Banana Cupcakes with Cinnamon Frosting
Makes 24 (It made 20 for me, and next time I'll only fill up 18 as I like my muffins big. These ones didn't even crest the liner.)
1 1/2 cups all-purpose flour
1 1/4 tsp baking powder
1/4 tsp baking soda
2 ripe bananas (I used frozen ripe bananas and let them thaw in the sink that morning.)
8 tbsp softened butter (Don't forget to set your butter out on the counter to soften! lol)
1/2 cup sugar
1/2 tsp vanilla extract
4 tbsp sour cream
1 1/2 cups chocolate chips (Optional for you....necessity for me!)
1/2 cup cream cheese
4 tbsp softened butter
1/2 tsp ground cinnamon
2 cup powdered sugar
1. Preheat oven to 375*. Put muffin liners in muffin tins.
2. In a bowl, whisk together the flour, baking powder, and baking soda. Set aside.
3. Peel the bananas, put them in a bowl and mash with fork. Set aside.
4. Put the butter, sugar, and vanilla in a bowl and beat together until light and fluffy. Add in eggs, on at a time, beating well after each addition.
4. Stir in the mashed bananas and sour cream. Using a metal spoon, fold in the flour mixture. Add chocolate chips if desired.
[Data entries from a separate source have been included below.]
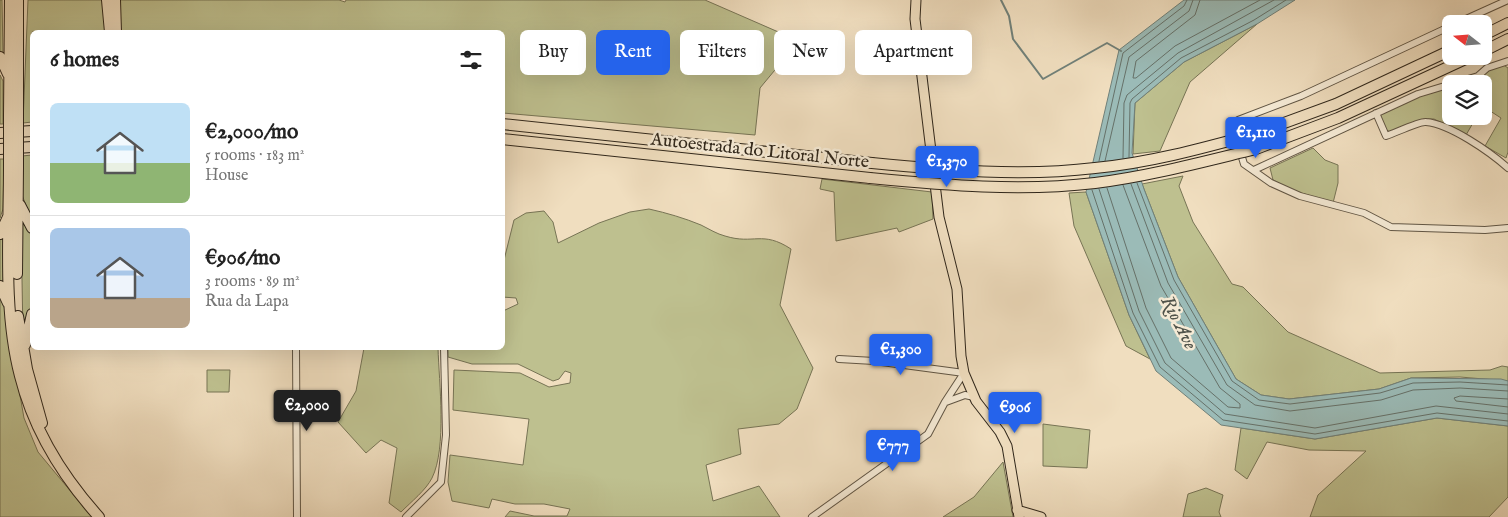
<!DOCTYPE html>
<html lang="en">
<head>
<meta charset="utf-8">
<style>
  :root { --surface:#fff; --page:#f2f2f2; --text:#222; --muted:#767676; --line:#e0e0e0; --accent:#2563eb }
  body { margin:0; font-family:"IM FELL English",serif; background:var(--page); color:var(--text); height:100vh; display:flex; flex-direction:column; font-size:19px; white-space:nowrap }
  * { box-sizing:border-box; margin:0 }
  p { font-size:16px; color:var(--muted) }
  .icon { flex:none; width:28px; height:28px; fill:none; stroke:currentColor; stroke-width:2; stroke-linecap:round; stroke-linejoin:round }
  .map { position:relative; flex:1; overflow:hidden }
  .drawer { position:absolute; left:30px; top:30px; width:475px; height:320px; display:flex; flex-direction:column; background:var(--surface); border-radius:8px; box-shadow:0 5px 20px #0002 }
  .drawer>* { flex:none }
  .guide { position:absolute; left:520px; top:30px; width:475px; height:45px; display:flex; gap:10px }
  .needle { width:32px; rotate:287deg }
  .tools { position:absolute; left:1442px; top:15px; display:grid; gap:10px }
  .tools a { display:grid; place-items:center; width:50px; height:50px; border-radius:8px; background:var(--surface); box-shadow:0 5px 20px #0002; font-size:25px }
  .price { position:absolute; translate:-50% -42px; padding:0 11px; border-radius:5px; background:var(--accent); color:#fff; font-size:16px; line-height:32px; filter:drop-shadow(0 1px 2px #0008) }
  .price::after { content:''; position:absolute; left:50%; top:30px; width:15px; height:11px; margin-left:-8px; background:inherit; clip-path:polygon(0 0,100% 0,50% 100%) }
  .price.on { background:#222; color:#fff }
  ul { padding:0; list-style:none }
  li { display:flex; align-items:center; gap:15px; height:125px; padding:0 20px }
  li+li { border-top:1px solid var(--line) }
  li span { display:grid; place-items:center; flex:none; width:140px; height:100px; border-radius:8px; color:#555 }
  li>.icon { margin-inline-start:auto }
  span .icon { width:60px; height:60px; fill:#fffc; stroke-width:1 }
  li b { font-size:21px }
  h2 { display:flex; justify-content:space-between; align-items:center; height:60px; padding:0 20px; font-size:21px }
  .tag { padding:0 18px; border-radius:8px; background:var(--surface); box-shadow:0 5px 20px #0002; font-size:18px; line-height:45px }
  .tag.on { background:var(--accent); color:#fff }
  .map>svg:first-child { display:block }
  .green { fill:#bec08f; stroke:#777455 }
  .water { fill:#9bbbb7; stroke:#708079 }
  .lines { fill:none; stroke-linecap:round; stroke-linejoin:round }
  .shore { stroke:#667169; stroke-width:1 }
  .stream { stroke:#708079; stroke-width:2 }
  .minor-tunnel { stroke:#cab99e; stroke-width:6; stroke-dasharray:6 3; stroke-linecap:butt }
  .minor-casing { stroke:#605544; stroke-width:8 }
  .major-casing { stroke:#30271b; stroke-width:11 }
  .highway-casing { stroke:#30271b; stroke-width:12 }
  .minor { stroke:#f5ead5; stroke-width:6 }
  .major { stroke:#f0debf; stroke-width:9 }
  .highway { stroke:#f0debf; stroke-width:10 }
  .highway-bridge-casing { stroke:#30271b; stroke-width:12; stroke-linecap:butt }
  .highway-bridge { stroke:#f0debf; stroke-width:10 }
  .labels { text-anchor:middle; stroke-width:5; stroke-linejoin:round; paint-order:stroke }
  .street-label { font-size:18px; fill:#30271b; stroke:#f5ead5 }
  .water-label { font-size:19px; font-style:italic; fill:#50534a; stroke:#f5ead5 }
</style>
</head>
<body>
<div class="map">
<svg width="1508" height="517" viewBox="0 0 1508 517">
  <rect width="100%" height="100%" fill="#f0debf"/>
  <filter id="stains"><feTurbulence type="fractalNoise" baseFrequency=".004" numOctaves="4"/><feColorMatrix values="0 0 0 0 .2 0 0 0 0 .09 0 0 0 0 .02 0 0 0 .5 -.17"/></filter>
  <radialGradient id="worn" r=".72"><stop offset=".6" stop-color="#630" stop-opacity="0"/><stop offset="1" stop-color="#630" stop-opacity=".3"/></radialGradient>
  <path class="green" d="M0,0H2L3,55L0,53Z
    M28,0H103L105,32H32V122L23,123Z
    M119,0H339L345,2L346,0H705L799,41L760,88L755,135L503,113L502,32H119Z
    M1257,24L1190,82L1160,151L1133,154L1135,103L1184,62Z
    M1502,64L1508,68V152L1506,158L1485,146L1501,118L1484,107V84H1457Z
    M0,75L3,81V124H0Z
    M1451,85V116H1477L1466,135L1434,119H1424L1390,132L1385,129L1379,116L1380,112L1416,97Z
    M1313,148L1325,160L1338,165V183L1333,203L1292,190L1273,180L1270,168Z
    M32,155V221L22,195V156Z
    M0,159H4L3,209L0,218Z
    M1183,176L1179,186L1193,222L1232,284L1243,287L1288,332L1380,373L1490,370L1502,366L1508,367V381L1460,377L1411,378L1379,389L1289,399L1261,395L1236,379L1178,277L1142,184Z
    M822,179L932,192L933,219L899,232L897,228L836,241L834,192L820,189Z
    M1086,192L1129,315L1150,359L1126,346L1074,226L1069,193Z
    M649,209C667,213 684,218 701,225C709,229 717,234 725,236C754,245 762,230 791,249L780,305L813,368L797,409L779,424L738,429L741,454L706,465L713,501L759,486L780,517H505L510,511L534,516H567L570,509L544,504H515L492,499L489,508L452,501L448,482L450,455L523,465L529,419L453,410L454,370L520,373L549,387L570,383L571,373L565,371L559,379L553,381L518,364H472L448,357V348H502L503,311L518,304L516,298L502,297L503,264L514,220L526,213L544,211L553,222L558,243L599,223L630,212Z
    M21,219L32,233V308L23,337Z
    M4,231L3,286L0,282V237Z
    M0,293L3,300L24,418L38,452L92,517H0Z
    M364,348H438C439,382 447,448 432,478C426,490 411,502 401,512L389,503L397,448L381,440L366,453L338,422L356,391Z
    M207,370H230L229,392H207Z
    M1437,418L1508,426V497L1489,517H1310L1318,495L1366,451L1309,450L1267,442L1247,479L1235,470L1241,428L1315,439Z
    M1043,424L1090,430L1087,468L1043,466Z
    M1003,462L1013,517H943L974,497Z
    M1206,488L1223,495L1219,512L1221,517H1183L1188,494Z"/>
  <path class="water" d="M1184,0H1295L1257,24L1184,62L1135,103L1132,153L1144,189L1178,277L1236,379L1261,395L1289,399L1379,389L1411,378L1501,379L1508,381V426L1437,418L1315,439L1221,425L1156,371L1129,315L1086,192L1119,50Z"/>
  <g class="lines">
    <path class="shore" d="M1200,0L1195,15L1136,61L1133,78H1136L1175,46L1260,0
      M1129,157L1130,103L1132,99L1181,58L1254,20L1286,0
      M1123,158L1124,103L1127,95L1178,53L1274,0
      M1099,161L1123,53L1184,6L1187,0
      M1105,161L1129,57L1189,11L1193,0
      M1137,183L1174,280L1232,381L1259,400L1290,404L1380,393L1413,383L1460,382L1508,385
      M1131,184L1168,283L1227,385L1255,405L1290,411L1381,400L1413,390L1460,388L1508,391
      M1107,188L1146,308L1171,358L1228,407L1240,408V404L1220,388L1161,286L1123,185
      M1099,189L1139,311L1165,363L1225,414L1315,428L1436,406L1508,414
      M1092,190L1133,313L1160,367L1223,420L1315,434L1437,413L1508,421
      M1508,399L1460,396L1454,398L1456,401L1508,407"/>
    <path class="stream" d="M1001,0L1009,16L1013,39L1043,79L1107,43L1121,51"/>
    <path class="minor-tunnel" d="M1482,56L1487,68"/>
    <g class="minor-casing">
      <path id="minor" d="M1455,24L1508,0
        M1451,26L1301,96L1238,120L1233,128L1244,164L1271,183L1300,196L1364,213L1391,227L1485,230L1508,228
        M1376,113L1386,136C1395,133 1420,121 1426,122C1450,124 1490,152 1508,168
        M1254,170L1418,94L1478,76L1487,68L1508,61
        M296,348L297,517
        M946,402L965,395L974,397
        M406,517L441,482L446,435L444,348
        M812,517L928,434L945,402L964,373L874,361L839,359"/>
    </g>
    <g class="major-casing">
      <path id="major" d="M916,0L915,19L939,217L957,289L961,356L964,373L976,401L1000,432L1007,446L1019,517
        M1017,510L1041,517"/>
    </g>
    <g class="highway-casing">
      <path id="highway" d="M107,0L110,32
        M115,0L116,32
        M1484,35L1508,23
        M1484,51L1508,39
        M0,57L8,74
        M18,114V0
        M9,115L10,0
        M502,124L872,163
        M0,133L32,131
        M1251,135L1336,104L1451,50
        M502,139L870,178
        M0,149L32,147
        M1256,149L1338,118L1472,56
        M9,168C9,235 3,311 20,376C33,428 63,477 99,517
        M20,205L32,228
        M0,234L8,217
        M17,274L18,167
        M0,286L8,303
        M18,316L27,369L42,423
        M25,345L32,314"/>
    </g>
    <use href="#minor" class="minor"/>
    <use href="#major" class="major"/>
    <use href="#highway" class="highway"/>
    <g class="highway-bridge-casing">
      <path id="highway-bridge" d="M18,114V167
        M9,115V168
        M872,163C946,170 1021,177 1095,168C1148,163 1200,149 1251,135
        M870,178C945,185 1020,192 1095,183C1150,176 1202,162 1256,149"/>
    </g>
    <use href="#highway-bridge" class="highway-bridge"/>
  </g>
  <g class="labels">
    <g class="street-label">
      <text transform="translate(760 150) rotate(6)" y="6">Autoestrada do Litoral Norte</text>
    </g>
    <g class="water-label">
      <text transform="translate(1180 322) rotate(63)" y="7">Rio Ave</text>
    </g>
  </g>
  <rect width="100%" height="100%" filter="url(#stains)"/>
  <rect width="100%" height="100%" fill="url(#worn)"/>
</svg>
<div class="tools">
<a><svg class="needle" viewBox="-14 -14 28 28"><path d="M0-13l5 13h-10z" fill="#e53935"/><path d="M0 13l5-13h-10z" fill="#767676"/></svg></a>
<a><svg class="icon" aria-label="layers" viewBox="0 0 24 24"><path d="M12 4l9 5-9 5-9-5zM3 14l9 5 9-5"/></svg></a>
</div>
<b class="price" style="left:1256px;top:159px">€1,110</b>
<b class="price" style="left:947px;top:188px">€1,370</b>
<b class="price" style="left:901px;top:376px">€1,300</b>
<b class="price on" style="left:307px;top:432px">€2,000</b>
<b class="price" style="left:1015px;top:434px">€906</b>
<b class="price" style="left:893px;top:472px">€777</b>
<div class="guide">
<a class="tag">Buy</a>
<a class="tag on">Rent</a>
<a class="tag">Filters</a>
<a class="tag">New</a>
<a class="tag">Apartment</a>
</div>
<section class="drawer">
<h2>6 homes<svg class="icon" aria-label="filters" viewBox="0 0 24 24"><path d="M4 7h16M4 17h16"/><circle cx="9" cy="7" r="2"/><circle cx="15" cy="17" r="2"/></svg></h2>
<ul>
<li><span style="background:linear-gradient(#bfe0f5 60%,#8fb573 0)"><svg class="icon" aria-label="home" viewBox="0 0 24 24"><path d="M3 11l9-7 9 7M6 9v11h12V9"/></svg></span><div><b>€2,000/mo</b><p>5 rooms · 183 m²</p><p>House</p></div></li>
<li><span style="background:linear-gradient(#a9c7e8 70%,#b9a48a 0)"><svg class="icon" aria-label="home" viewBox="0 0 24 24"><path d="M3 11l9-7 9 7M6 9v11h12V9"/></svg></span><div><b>€906/mo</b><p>3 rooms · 89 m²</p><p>Rua da Lapa</p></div></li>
</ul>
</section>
</div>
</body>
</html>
5. Spoon into muffin liners and bake for 20 minutes (I would recommend 18 minutes) until well risen and golden brown. Transfer to a wire rack and let cool. Completely. ;)
6. To make the frosting, beat the cream cheese and butter together in a bowl. Beat in the cinnamon and powdered sugar until smooth and creamy.
7. Chill in fridge for about 15 minutes to firm up, then top each cupcake using a butter knife.